Amendments to facilitate the investment industry’s move to T+1 settlement
New Self-Regulatory Organization of Canada (New SRO) is proposing amendments to the Universal Market Integrity Rules (UMIR) and Investment Dealer and Partially Consolidated Rules (IDPC Rules) (collectively, the Proposed Amendments) to facilitate the investment industry’s move from a trade date plus two business days (T+2) settlement cycle to a trade date plus one business day (T+1) settlement cycle.

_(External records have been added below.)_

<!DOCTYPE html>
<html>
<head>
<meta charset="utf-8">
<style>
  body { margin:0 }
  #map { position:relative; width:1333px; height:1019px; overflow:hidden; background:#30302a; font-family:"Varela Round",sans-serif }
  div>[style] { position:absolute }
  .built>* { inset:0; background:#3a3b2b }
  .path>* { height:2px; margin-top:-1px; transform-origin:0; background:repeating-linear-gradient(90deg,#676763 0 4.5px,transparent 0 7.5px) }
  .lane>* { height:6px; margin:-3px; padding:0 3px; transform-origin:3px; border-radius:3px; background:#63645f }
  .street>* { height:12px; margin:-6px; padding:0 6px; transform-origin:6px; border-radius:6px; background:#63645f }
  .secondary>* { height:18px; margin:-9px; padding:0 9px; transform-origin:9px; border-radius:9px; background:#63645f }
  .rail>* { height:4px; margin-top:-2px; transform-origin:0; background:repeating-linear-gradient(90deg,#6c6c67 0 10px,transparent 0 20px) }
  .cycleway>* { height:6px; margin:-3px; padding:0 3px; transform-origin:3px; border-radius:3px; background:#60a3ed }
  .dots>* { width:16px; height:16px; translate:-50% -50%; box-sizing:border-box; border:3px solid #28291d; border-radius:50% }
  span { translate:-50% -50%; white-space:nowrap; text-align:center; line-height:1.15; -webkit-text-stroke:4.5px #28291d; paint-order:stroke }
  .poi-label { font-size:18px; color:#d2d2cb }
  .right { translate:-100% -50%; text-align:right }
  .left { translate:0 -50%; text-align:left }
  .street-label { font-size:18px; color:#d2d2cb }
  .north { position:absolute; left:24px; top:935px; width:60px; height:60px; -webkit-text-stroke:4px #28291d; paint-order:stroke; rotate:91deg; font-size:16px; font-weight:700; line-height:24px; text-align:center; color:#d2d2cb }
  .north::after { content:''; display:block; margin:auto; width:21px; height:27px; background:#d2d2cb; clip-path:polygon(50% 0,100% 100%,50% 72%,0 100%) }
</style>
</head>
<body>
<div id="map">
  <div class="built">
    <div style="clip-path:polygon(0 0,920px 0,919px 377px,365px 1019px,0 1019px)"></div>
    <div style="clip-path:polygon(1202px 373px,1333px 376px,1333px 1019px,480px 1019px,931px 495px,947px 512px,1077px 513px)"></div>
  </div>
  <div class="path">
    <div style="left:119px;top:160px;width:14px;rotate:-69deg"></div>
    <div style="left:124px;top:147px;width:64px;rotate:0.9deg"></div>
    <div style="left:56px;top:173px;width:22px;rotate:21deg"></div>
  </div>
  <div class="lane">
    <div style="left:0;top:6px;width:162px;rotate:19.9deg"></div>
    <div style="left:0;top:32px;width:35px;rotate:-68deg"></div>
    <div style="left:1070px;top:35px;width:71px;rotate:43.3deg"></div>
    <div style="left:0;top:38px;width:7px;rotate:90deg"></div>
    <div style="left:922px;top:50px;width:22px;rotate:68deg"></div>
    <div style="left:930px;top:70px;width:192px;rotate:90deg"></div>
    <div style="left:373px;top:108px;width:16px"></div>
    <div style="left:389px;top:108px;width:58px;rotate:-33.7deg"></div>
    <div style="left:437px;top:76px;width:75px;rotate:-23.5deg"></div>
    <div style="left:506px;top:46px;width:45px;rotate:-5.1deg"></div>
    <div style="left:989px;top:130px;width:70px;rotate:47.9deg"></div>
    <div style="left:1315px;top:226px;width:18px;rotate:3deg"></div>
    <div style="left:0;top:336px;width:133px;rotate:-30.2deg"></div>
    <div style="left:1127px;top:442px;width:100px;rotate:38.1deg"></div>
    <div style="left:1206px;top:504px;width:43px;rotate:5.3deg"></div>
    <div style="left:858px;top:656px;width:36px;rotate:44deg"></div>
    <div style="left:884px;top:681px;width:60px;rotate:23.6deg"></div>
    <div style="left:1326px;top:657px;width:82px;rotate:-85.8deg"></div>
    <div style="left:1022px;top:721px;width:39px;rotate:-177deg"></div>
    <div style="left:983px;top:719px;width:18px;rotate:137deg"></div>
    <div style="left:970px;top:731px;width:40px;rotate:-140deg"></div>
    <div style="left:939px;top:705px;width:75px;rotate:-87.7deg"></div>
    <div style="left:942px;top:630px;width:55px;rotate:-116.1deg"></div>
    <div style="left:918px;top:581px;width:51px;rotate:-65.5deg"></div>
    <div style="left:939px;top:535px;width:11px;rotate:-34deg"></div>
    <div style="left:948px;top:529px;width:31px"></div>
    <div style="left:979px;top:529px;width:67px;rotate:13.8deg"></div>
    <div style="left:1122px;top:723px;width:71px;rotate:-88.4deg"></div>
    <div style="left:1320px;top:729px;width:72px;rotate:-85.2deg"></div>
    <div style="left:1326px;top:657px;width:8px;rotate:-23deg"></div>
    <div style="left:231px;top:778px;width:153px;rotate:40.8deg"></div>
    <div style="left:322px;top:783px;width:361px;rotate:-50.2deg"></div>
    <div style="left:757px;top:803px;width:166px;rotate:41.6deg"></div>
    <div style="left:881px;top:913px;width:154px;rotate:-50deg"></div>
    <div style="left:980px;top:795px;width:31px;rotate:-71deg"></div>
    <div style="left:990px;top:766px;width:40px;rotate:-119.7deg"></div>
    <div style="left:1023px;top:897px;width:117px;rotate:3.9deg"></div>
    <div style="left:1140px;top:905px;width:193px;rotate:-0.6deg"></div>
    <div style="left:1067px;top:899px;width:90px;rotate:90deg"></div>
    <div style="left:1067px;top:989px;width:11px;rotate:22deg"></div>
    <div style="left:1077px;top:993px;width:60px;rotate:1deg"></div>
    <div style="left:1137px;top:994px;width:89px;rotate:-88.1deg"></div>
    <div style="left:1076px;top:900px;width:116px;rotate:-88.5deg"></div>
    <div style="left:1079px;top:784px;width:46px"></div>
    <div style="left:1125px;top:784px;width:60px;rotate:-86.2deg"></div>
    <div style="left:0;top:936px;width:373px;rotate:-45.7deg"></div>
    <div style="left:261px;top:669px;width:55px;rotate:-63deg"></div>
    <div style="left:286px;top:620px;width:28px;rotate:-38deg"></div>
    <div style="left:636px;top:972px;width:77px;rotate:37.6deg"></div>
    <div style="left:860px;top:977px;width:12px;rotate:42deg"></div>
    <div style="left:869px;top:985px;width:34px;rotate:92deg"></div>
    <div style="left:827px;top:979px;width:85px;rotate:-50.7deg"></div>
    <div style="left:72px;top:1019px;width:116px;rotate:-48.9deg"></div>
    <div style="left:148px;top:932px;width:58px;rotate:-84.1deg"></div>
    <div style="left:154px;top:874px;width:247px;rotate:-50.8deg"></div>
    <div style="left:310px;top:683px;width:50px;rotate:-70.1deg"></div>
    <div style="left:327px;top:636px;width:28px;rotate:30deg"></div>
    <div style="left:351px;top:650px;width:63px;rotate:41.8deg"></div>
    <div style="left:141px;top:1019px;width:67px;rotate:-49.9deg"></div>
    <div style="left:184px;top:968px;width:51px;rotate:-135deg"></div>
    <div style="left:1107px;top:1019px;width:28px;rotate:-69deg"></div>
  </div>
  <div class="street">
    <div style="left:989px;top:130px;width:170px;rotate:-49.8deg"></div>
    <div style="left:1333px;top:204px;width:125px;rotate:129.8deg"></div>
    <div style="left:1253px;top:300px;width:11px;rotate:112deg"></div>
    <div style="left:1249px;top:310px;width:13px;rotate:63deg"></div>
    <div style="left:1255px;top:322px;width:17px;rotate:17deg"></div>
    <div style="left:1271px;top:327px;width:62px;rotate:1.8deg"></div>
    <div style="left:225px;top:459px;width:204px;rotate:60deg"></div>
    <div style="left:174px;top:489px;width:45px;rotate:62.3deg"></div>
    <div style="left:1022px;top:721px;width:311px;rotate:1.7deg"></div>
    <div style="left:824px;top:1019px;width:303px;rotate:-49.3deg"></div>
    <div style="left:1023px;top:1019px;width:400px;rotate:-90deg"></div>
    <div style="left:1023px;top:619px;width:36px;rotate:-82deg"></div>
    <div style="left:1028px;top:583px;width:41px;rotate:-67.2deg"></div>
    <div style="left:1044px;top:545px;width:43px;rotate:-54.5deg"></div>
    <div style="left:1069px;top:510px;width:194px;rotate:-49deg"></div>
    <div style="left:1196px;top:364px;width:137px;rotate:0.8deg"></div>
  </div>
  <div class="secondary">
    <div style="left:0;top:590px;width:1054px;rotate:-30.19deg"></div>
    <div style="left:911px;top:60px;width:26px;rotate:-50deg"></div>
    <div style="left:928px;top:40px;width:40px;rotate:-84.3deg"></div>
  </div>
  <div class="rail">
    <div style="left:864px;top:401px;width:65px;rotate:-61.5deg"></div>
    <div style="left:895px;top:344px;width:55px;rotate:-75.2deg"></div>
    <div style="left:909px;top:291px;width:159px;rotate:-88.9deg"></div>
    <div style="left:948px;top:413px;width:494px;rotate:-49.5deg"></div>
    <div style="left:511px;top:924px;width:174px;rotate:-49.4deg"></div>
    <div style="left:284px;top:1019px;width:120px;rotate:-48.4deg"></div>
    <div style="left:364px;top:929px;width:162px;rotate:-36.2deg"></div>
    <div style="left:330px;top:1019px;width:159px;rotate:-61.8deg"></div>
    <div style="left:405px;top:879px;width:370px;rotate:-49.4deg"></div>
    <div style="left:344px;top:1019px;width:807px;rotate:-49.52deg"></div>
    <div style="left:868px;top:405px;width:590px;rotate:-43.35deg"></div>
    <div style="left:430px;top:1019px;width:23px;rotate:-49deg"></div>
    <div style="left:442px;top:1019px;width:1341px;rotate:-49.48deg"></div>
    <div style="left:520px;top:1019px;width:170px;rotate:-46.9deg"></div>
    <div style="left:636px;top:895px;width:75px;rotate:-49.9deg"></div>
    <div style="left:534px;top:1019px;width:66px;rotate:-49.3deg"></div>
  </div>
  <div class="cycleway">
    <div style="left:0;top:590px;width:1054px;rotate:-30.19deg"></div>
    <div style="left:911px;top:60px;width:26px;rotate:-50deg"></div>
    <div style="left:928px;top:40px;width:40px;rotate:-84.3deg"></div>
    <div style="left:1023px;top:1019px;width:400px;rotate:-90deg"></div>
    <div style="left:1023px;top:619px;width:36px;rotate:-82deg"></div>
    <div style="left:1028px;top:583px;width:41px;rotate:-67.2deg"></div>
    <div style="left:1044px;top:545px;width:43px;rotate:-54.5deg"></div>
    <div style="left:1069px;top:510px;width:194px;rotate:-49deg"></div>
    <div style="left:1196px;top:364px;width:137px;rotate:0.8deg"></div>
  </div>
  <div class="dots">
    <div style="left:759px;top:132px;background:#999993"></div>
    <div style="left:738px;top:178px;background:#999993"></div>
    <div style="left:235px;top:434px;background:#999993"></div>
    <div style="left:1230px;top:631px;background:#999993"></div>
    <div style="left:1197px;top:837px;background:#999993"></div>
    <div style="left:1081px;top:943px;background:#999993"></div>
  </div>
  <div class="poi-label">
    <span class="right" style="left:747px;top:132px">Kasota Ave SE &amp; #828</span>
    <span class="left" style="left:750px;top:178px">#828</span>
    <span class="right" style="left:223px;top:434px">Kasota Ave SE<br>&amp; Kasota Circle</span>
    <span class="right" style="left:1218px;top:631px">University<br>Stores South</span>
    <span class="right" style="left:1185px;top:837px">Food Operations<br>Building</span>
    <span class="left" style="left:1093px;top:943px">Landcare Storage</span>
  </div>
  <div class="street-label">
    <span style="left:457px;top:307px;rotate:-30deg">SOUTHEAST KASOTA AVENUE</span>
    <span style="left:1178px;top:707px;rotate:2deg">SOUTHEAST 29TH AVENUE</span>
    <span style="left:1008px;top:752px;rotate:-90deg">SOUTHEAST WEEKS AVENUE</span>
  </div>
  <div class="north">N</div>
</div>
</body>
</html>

The primary objective of the Proposed Amendments is to ensure that the New SRO’s requirements support the investment industry’s move to T+1 settlement.
The Proposed Amendments:
- harmonize the UMIR and IDPC Rules with the T+1 settlement cycle by shortening delivery and settlement periods by one day,
- modernize the IDPC Rules related to buy-ins and physical delivery,
- repeal requirements for Dealer Members (Dealers) to file broker-to-broker trade matching exception reports, for consistency with the proposed revisions to National Instrument 24-101 – Institutional Trade Matching and Settlement, and
- align IDPC Rules referencing settlement periods of mortgage-backed securities to the industry settlement periods set under the NHA Mortgage-Backed Securities (MBS) Program.